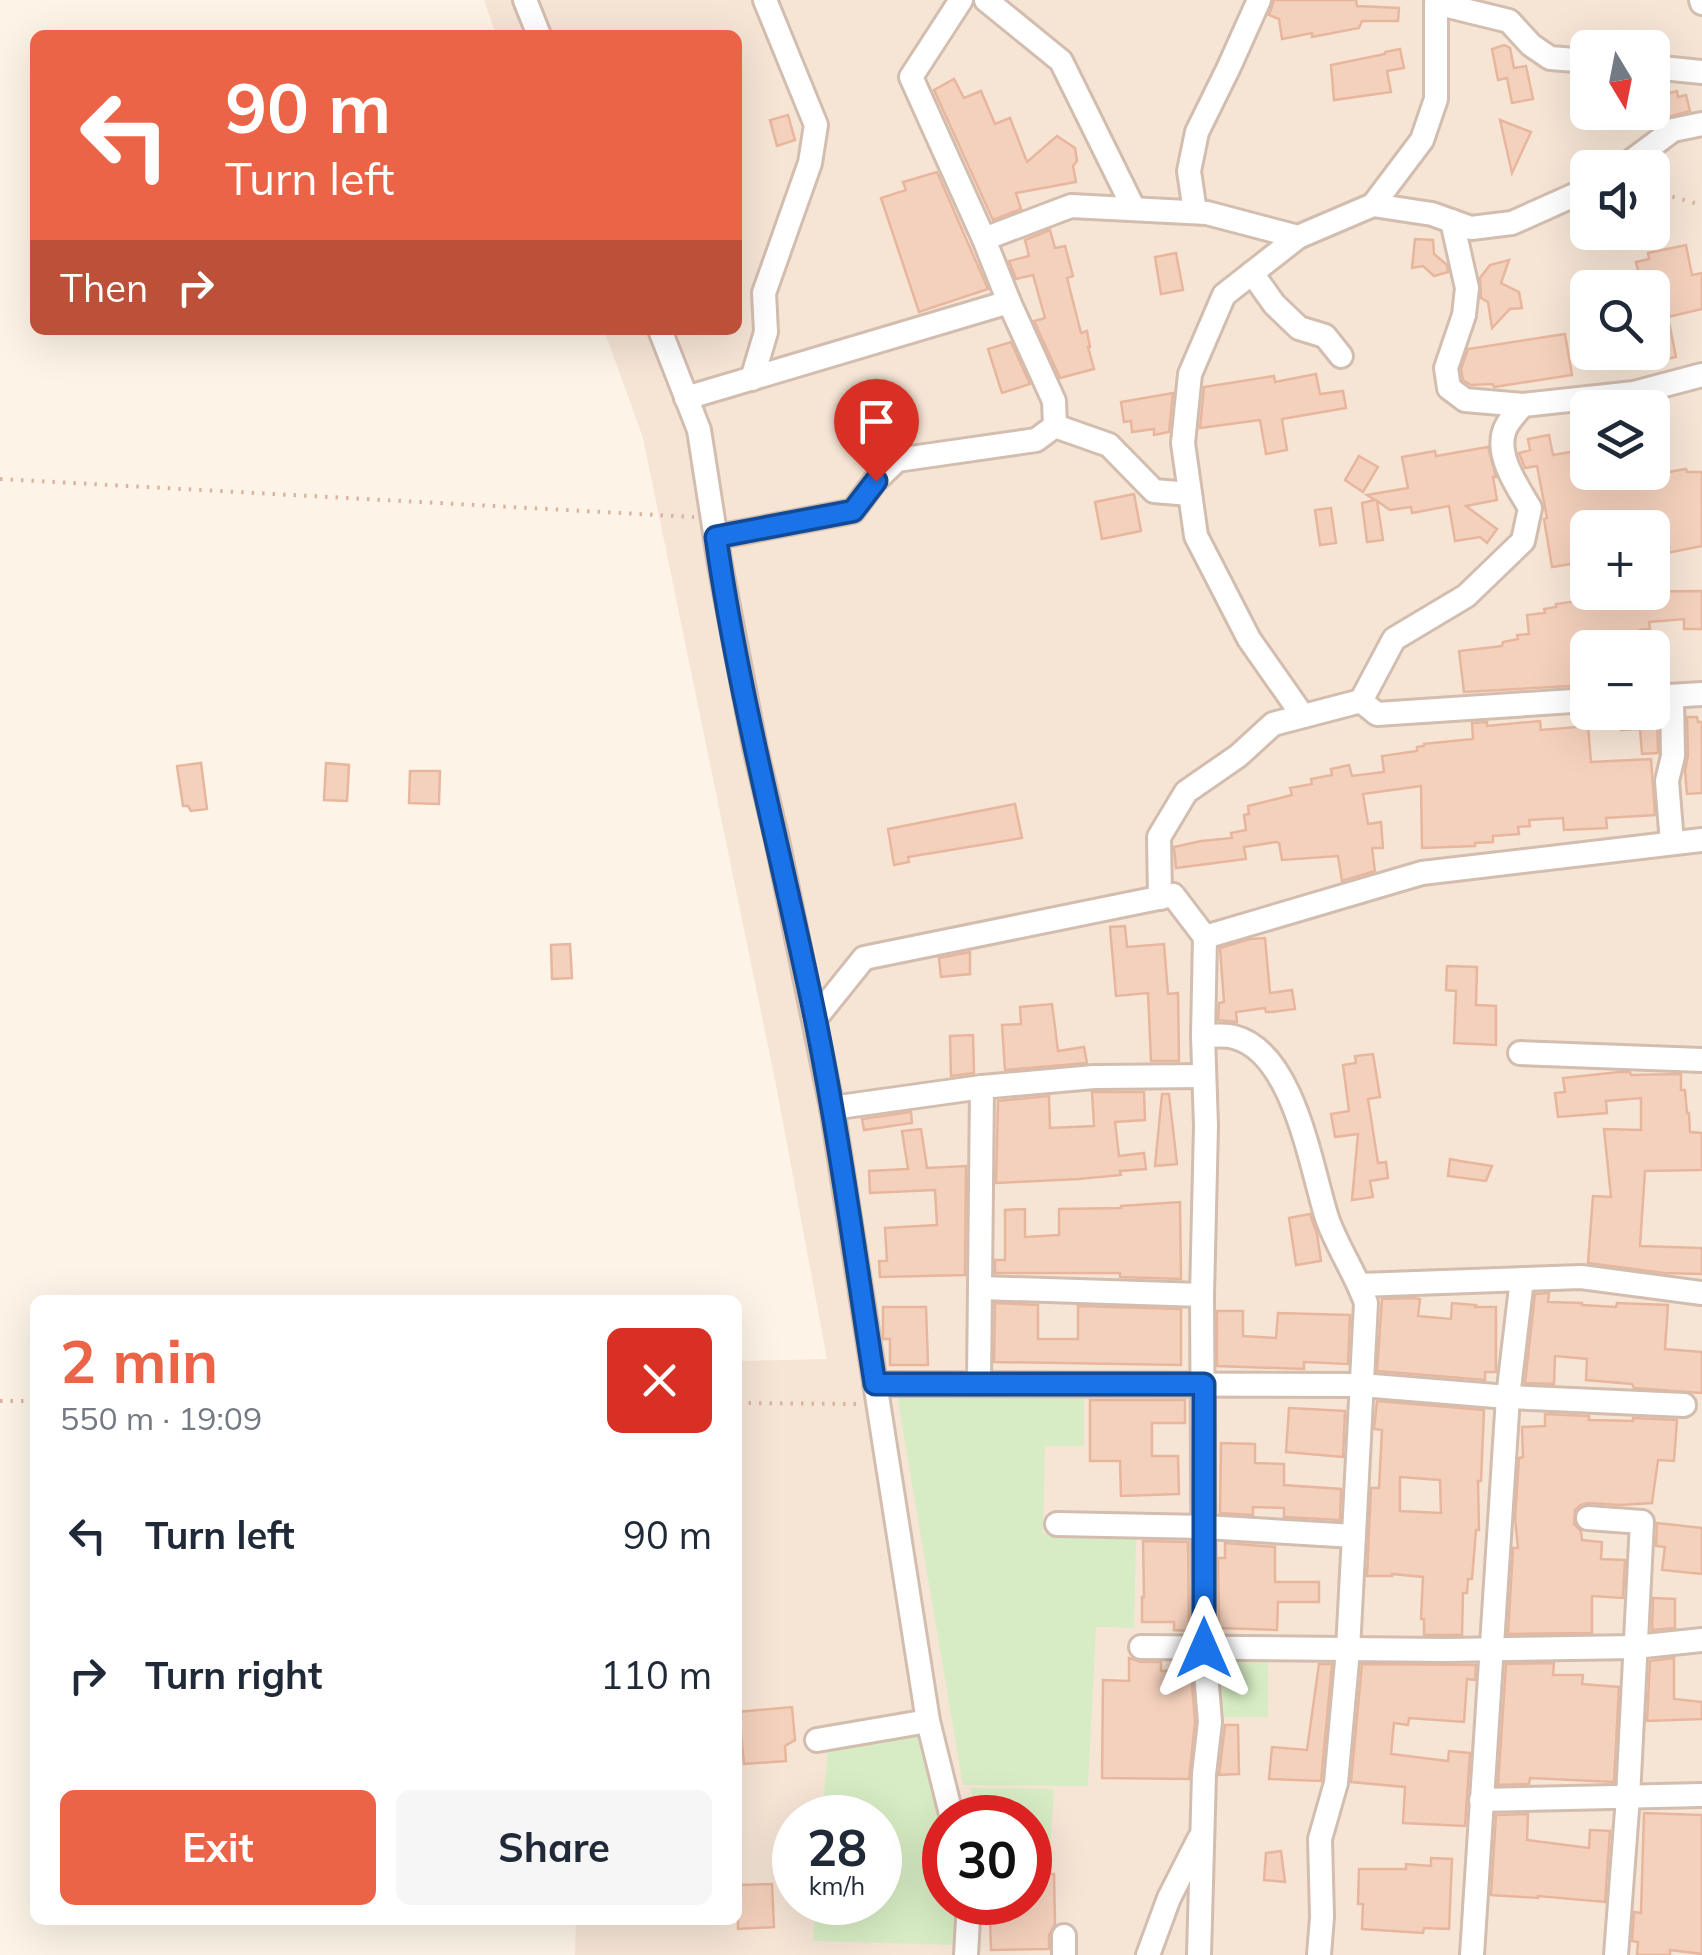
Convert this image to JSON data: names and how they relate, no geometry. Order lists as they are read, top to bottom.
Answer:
{
  "north": "bottom",
  "page": {
    "map_buttons": ["+", "−"],
    "turn": ["90 m", "Turn left"],
    "then": "Then",
    "heading": ["2 min", "550 m · 19:09"],
    "list": [
      {
        "name": "Turn left",
        "value": "90 m"
      },
      {
        "name": "Turn right",
        "value": "110 m"
      }
    ],
    "buttons": ["Exit", "Share"],
    "speed": "28 km/h",
    "limit": "30"
  }
}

____

Your task: Repeat the records above word for word, keeping no pictures in the copy.

Solution below:
Convert this image to JSON data: names and how they relate, no geometry. Order lists as they are read, top to bottom.
Answer:
{
  "north": "bottom",
  "page": {
    "map_buttons": ["+", "−"],
    "turn": ["90 m", "Turn left"],
    "then": "Then",
    "heading": ["2 min", "550 m · 19:09"],
    "list": [
      {
        "name": "Turn left",
        "value": "90 m"
      },
      {
        "name": "Turn right",
        "value": "110 m"
      }
    ],
    "buttons": ["Exit", "Share"],
    "speed": "28 km/h",
    "limit": "30"
  }
}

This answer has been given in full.